Renaming a Southside street
Gamble’s name coming down, Robert and
Trudie Perkins’ going up
By St. Clair Murraine
Outlook staff writer
Activism by Robert and Trudie Perkins were everywhere around Tallahassee’s Black community, as discrete as it was kept.
Now more than 50 years after the couple’s action brought quality-of-life changes for Blacks, their names will be placed permanently on a roadway that runs through FAMU’s campus. Gamble Street, named for a former slave owner, will become the Robert and Trudie Way this fall.
The planned date of Sept. 10 would have been their 75th wedding anniversary. They become the first couple to have their names on a street sign.
Up until recently when the Leon County Commission voted to rename the street that stretches from FAMU Way to Martin Luther King Boulevard, little was known about Maj. Robert Gamble’s ties to slavery. The push for the name changed was led by Delaitre Hollinger and Jacqueline Perkins, daughter of Robert and Trudie.
Since the commission’s action she’s been feeling “a wide range of emotions,” said Jacqueline Perkins. “I’m proud of them and the work they did. But if my mother and father were alive today they would say this was not necessary and continue doing what they were doing.”
Hollinger, a Tallahassee historian who is the Executive Director of the National Association for the Preservation of African-American History and Culture, first learned about the Perkins’ activism when their son, Reggie, brought it to his attention. Months of researching led to discoveries about what the couple did for Blacks, starting in the 1950’s.
The couple, who occasionally worked with more prominent civil rights activist like Rev. C.K. Steele, unequivocally belongs in the unsung heroes category, Hollinger said.
“What is so significant about this is that Robert and Trudie Perkins were both graduates from Florida A&M University,” he said. “They went on to change the very face of this city. Seeing these individuals honored as opposed to a slave owner who oppressed Black people, it is something that our entire university community can be proud of.”
He called the Gamble name a stain that runs through FAMU campus that the change will erase.
“It should inspire the thousands of students who would be returning to Tallahassee this fall,” he said.
The Perkins constantly challenged City government on many fronts.

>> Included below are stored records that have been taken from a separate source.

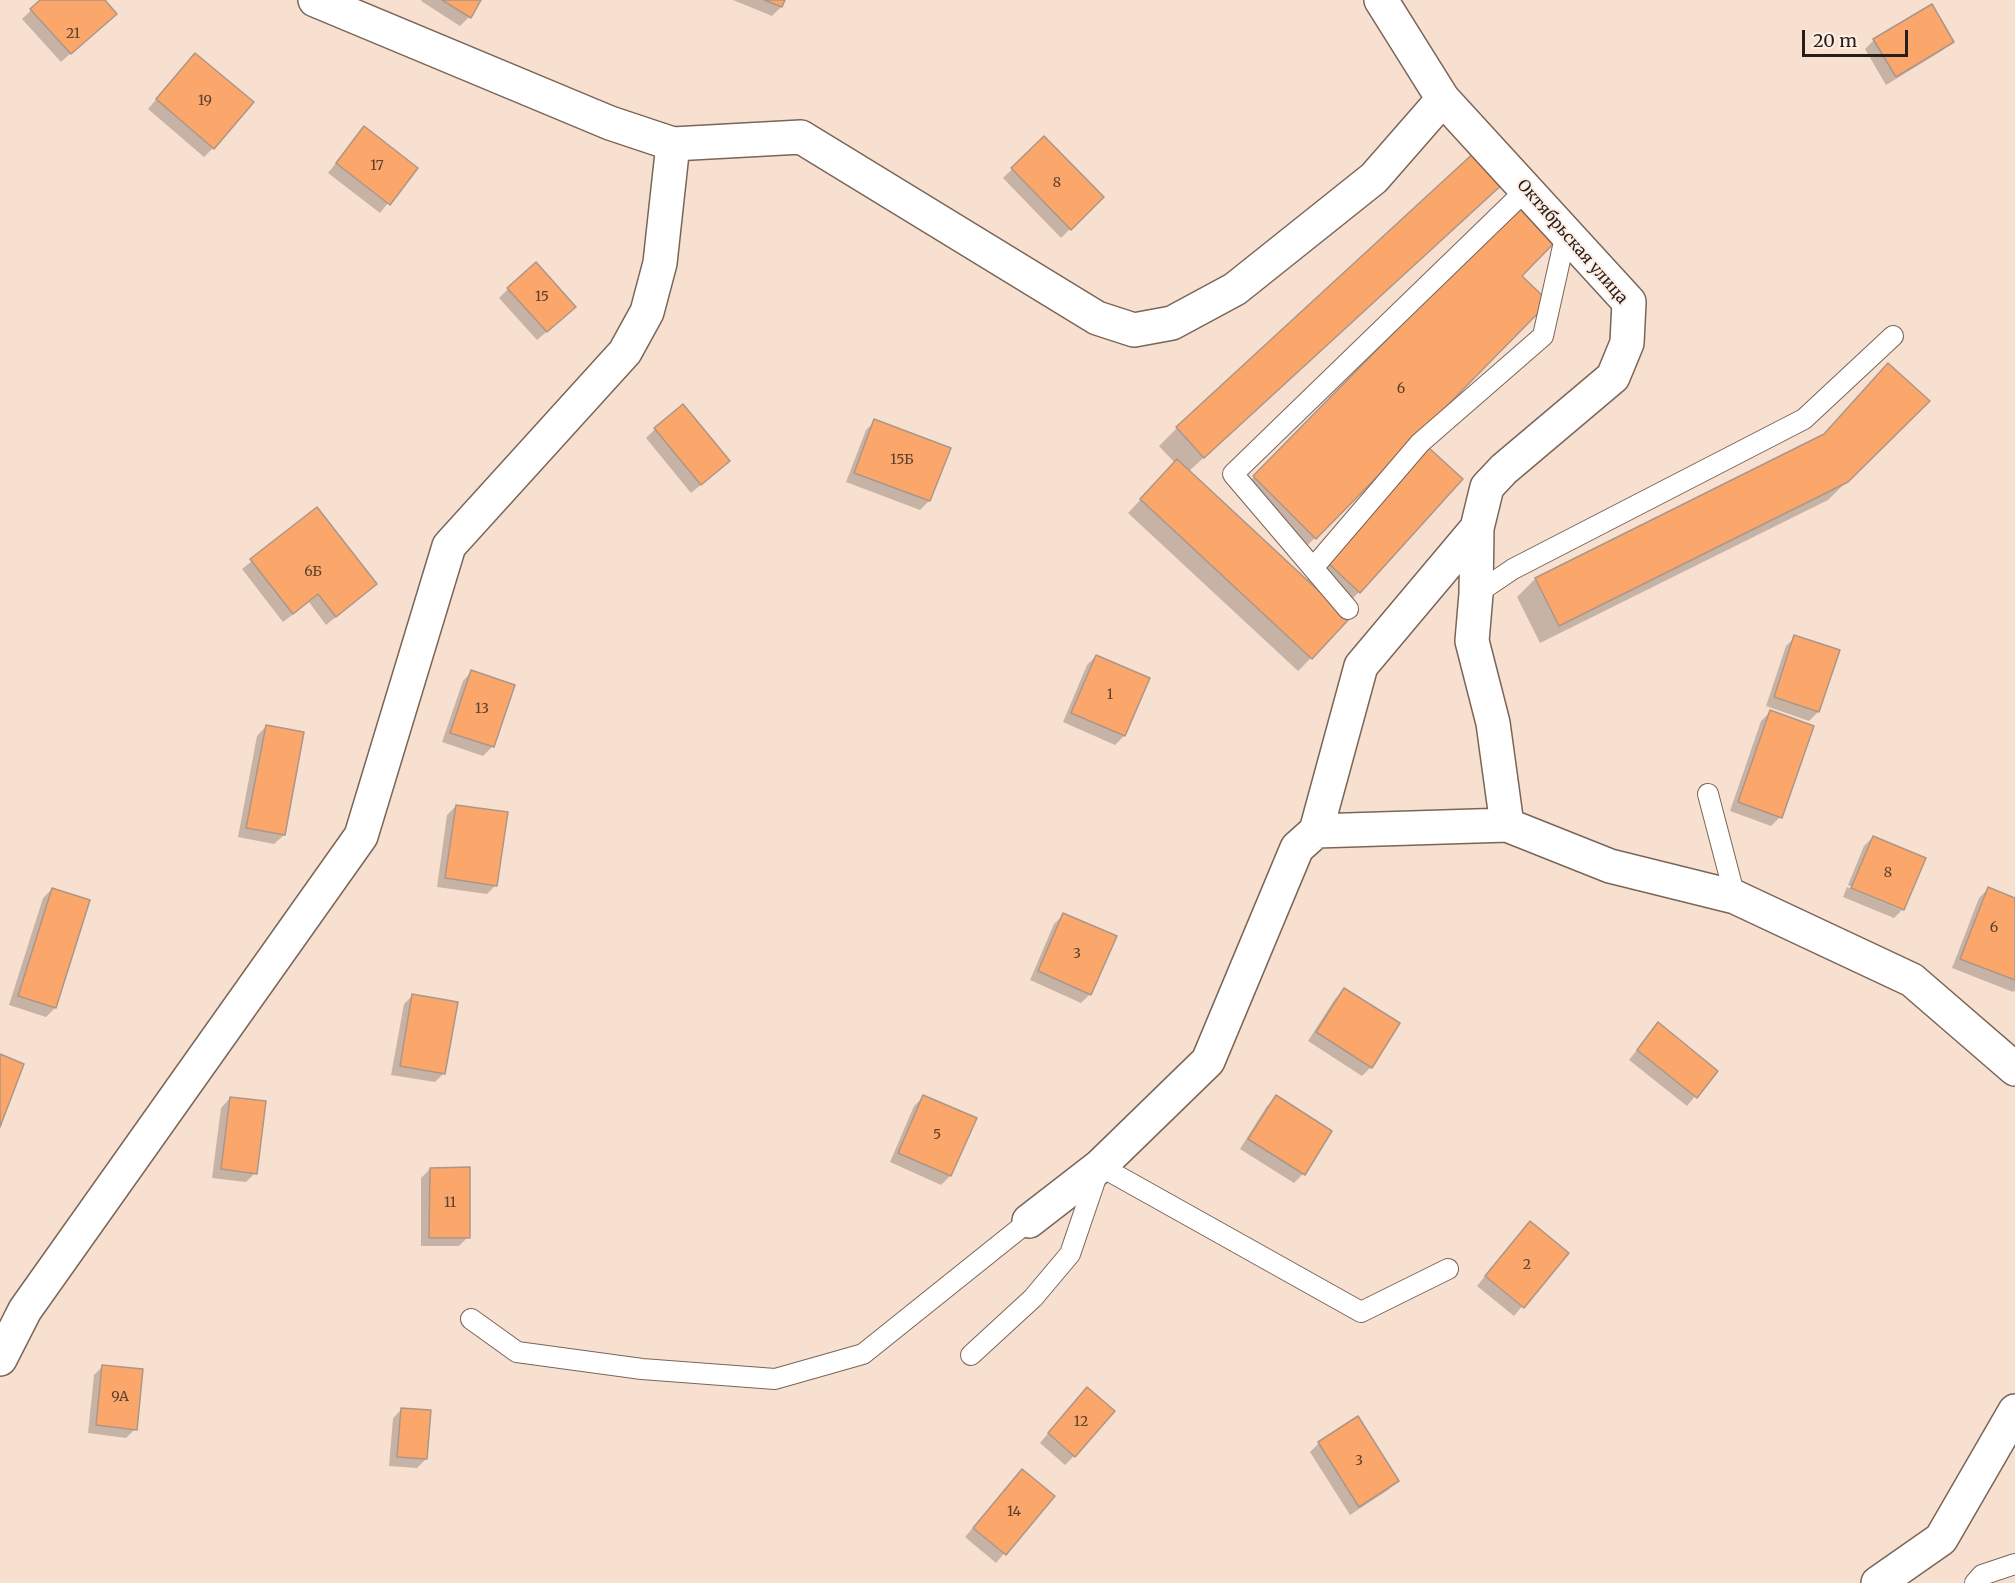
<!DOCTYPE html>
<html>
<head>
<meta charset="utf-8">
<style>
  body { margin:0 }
  #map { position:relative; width:2015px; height:1583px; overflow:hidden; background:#f8e0d0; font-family:Merriweather,serif }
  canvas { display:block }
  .scale { position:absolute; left:1802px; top:30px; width:106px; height:27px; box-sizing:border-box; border:3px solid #271e19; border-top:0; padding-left:8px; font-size:18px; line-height:21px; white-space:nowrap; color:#271e19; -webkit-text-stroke:4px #feefe6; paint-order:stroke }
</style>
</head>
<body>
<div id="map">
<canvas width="2015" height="1583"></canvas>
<div class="scale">20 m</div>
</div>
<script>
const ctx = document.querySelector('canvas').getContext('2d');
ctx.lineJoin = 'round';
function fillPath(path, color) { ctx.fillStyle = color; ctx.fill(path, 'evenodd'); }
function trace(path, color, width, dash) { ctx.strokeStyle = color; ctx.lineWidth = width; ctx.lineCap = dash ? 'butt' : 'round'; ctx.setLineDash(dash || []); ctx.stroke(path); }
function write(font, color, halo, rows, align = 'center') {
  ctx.font = font + ' Merriweather,serif'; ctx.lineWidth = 4.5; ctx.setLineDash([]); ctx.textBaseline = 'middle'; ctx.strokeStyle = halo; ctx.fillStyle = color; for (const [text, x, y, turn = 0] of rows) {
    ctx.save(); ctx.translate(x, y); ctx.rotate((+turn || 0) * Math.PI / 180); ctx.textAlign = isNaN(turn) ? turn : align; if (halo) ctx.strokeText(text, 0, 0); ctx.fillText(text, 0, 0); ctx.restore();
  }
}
const shadow = new Path2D(`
  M42,0H103L106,22L61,62L22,19Z
  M422,0H480L469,17L460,26L421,1Z
  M733,0H783L781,7L772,16Z
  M1874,40L1952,41L1943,50L1886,85L1865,49Z
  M186,64L213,148L204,157L148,109Z
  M364,128L416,168L380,213L328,173Z
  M1044,138L1102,197L1061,238L1003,178Z
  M1486,199L1188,472L1311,658L1298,671L1128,513L1175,463L1159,446L1177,428Z
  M1521,205L1519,276L1547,302L1297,556L1236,495Z
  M508,289L565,316L537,340L499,298Z
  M1888,365L1928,401L1828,500L1540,643L1517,597L1535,579L1821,437Z
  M875,421L949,449L929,501L920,510L846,482L866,430Z
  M655,429L719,470L691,493L646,438Z
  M1415,464L1359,592L1346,605L1314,577Z
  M317,509L366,593L326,625L309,602L283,622L242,569Z
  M1795,637L1838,651L1818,712L1809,721L1766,706L1786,646Z
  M1096,656L1148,679L1124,736L1115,745L1063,722L1087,665Z
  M472,671L513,685L492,747L483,756L442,742L463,681Z
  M1770,712L1780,817L1771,826L1730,811L1761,721Z
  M266,726L284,835L274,844L238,837L257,736Z
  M456,806L496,885L487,894L437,887L447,815Z
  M1873,837L1903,909L1894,918L1843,897L1847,887L1901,910V907L1848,885L1864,846Z
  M52,889L89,901L55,1008L46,1017L9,1005L43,898Z
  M1988,889L2015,899V990L2013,992L1952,968L1979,898Z
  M1063,915L1090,994L1081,1003L1030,980L1054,924Z
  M1344,990L1371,1067L1362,1076L1308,1041L1335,999Z
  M413,995L444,1073L435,1082L391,1075L404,1004Z
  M1650,1033L1716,1071L1687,1106L1629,1060Z
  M923,1097L950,1176L941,1185L890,1162L914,1106Z
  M1276,1097L1330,1132L1303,1174L1294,1183L1240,1149L1267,1106Z
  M230,1098L255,1173L246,1182L212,1178L221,1108Z
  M430,1169L468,1237L459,1246H421V1178Z
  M1521,1232L1567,1253L1514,1316L1477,1286Z
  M103,1366L135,1429L126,1438L88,1433L94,1375Z
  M1078,1398L1074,1456L1065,1465L1040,1443Z
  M402,1409L426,1459L417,1468L389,1466L393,1418Z
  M1319,1443L1397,1481L1388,1490L1350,1515L1310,1452Z
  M1013,1480L1053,1496L996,1563L965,1537Z`);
const building = new Path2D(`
  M40,0H105L117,14L71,54L30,9Z
  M442,0H481L471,18Z
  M764,0H785L782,7Z
  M1932,4L1954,42L1896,77L1873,39Z
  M195,53L254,102L214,149L156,99Z
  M364,126L418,168L390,205L336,163Z
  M1044,136L1104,197L1071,230L1011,168Z
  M1478,149L1506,181L1204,458L1176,427Z
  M1521,203L1558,239L1522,276L1549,302L1316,539L1253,476Z
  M536,262L576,307L547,332L507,288Z
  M1888,363L1930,401L1848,482L1559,626L1535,578L1824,434Z
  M683,404L730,461L701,485L654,428Z
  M874,419L951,448L930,501L854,473Z
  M1429,448L1463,479L1360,593L1327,562Z
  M1177,459L1349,619L1312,659L1140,499Z
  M317,507L377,584L336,617L318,594L293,614L250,559Z
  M1794,635L1840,650L1819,712L1774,697Z
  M1096,655L1150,678L1125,736L1071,713Z
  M471,670L515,685L494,747L450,733Z
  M1770,710L1814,726L1782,818L1738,802Z
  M266,725L304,732L285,835L246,828Z
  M456,805L508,812L497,886L445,878Z
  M1873,836L1926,858L1904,910L1851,888Z
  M1988,887L2015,898V980L1960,959Z
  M52,888L90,900L56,1008L18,996Z
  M1063,913L1117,936L1091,995L1038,971Z
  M1344,988L1400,1023L1372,1068L1316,1032Z
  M412,994L458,1002L445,1074L400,1066Z
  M1658,1022L1718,1071L1697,1098L1637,1050Z
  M0,1054L24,1064L0,1127Z
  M923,1095L977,1118L951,1176L898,1153Z
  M1276,1095L1332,1131L1305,1175L1248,1139Z
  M230,1097L266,1101L257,1174L221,1169Z
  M470,1167V1238H429L430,1168Z
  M1530,1221L1569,1253L1524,1308L1485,1276Z
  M102,1365L143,1369L137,1430L96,1425Z
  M1087,1387L1115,1411L1075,1457L1048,1433Z
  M401,1408L431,1410L427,1459L397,1457Z
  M1358,1416L1399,1481L1359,1507L1318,1442Z
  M1022,1469L1055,1496L1006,1555L973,1528Z`);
const service = new Path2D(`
  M1313,568L1420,443L1543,336L1566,233
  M1476,594L1513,569L1804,419L1893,336
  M1348,609L1233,474L1526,190
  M1708,794L1735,897
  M471,1319L517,1352L642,1369L775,1379L863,1354L1029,1221
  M971,1355L1033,1298L1070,1254L1100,1166L1361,1312L1448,1269
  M1975,1583L1982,1575L2015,1564`);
const minor = new Path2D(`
  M315,0L610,123L673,144L801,137L1097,318L1134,330L1172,323L1235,289L1374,178L1443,99
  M1381,0L1443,99L1629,302L1627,343L1613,377L1504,469L1487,487L1477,528L1476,594L1472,641L1493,723L1507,825
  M1316,831L1361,666L1477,528
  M1029,1221L1100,1166L1208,1061L1297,848L1316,831L1507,825L1610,866L1735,897L1912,980L2015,1069
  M0,1359L25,1310L361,836L449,546L625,352L647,312L660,263L673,144
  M1878,1583L1941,1539L2015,1411`);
const numberNames = [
  ["21",73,34],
  ["19",205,101],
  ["17",377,166],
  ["8",1057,183],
  ["15",542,297],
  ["6",1401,389],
  ["15Б",902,460],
  ["6Б",313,572],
  ["1",1110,695],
  ["13",482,709],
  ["8",1888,873],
  ["6",1994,928],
  ["3",1077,954],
  ["5",937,1135],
  ["11",450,1203],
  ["2",1527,1265],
  ["9А",120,1397],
  ["12",1081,1422],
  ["3",1359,1461],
  ["14",1014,1512]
];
const streetNames = [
  ["Октябрьская улица",1572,242,49]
];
fillPath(shadow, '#0003');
fillPath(building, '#fba66b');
trace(building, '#ac9687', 1.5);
trace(service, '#7a6557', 22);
trace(minor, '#7a6557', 36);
trace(service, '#fff', 20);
trace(minor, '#fff', 33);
write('14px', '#5c402e', null, numberNames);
write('16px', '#271e19', '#feefe6', streetNames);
</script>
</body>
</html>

When Robert Perkins questioned the city’s hiring practices for administrative jobs in 1975, federal judge Winston Arnow agreed with Perkins and mandated that the city hire Black people at a ratio of 23.7 percent, the ratio of Blacks who lived in Tallahassee at the time.
It was Perkins’ action in the early 1950’s that led to the city creating the Gaither Recreation and Parks for Negros in 1954. That was the city’s response to Perkins’ insistence on taking Black children from Bond to predominantly White recreation facilities.
Perkins even went as far as calling for the resignation of Gov. Reubin Askew for not appointing Black circuit judges. Not long after Joseph Hatchett became the first Black circuit judge.
Trudie Perkins, one of the first Black nurses to work at TMH, was very active on the labor front. She and coworker Lizzy Smith were involved in a movement to bring about better working conditions and pay for Black nurses.
It cost them their jobs.
Her parents, Jacqueline Perkins said, were “people who stood up (and) were positive and persistent.”
Perkins, who was a math and physics instructor at FAMU, left his job after being asked to sign a loyalty form, which would have been giving consent to segregation practices. Later he also lost his job at FSU where he was the first Black director of the computer center.
But by then he and his wife had a convenience store on the corner of Wahnish Way and Osceola Street. She ran a hair salon on the property, which also was the only Black-owned gas station with three pumps.
One of the first steps that Perkins and Hollinger took to have Gamble’s name removed was to approach the city through Commissioner Dianne Williams-Cox. She initially sought the name change for a portion of the street, omitting the sectioned owned by FAMU.
However, the university wrote a letter of support, clearing the way for the name-changing process to move forward.
Williams-Cox said she is especially pleased that the name of Gamble, who owned a sugar plantation in Ellenton, near Bradenton, will be removed.
“It was a stigma for those who knew, but I’m proud that my beloved FAMU will not have a slave owner’s name running through it,” Williams-Cox said. “We know that there are others in our city. I don’t know where that is going to go, but right now we are glad to have this one undone and put the names of folks who have helped our city and our community.”
Robert Perkins died in 1994. His wife Trudie died 17 years later. While they might have been unsung, despite the work they’ve done, their legacy will live on as activists who made profound changes for Blacks.
“It is a testament to what two people or a single individual can do when they put their mind to something and go after something vigorously and unrelentingly,” said Hollenger. “They were responsible for giving so much to the FAMU community and the Bond community.”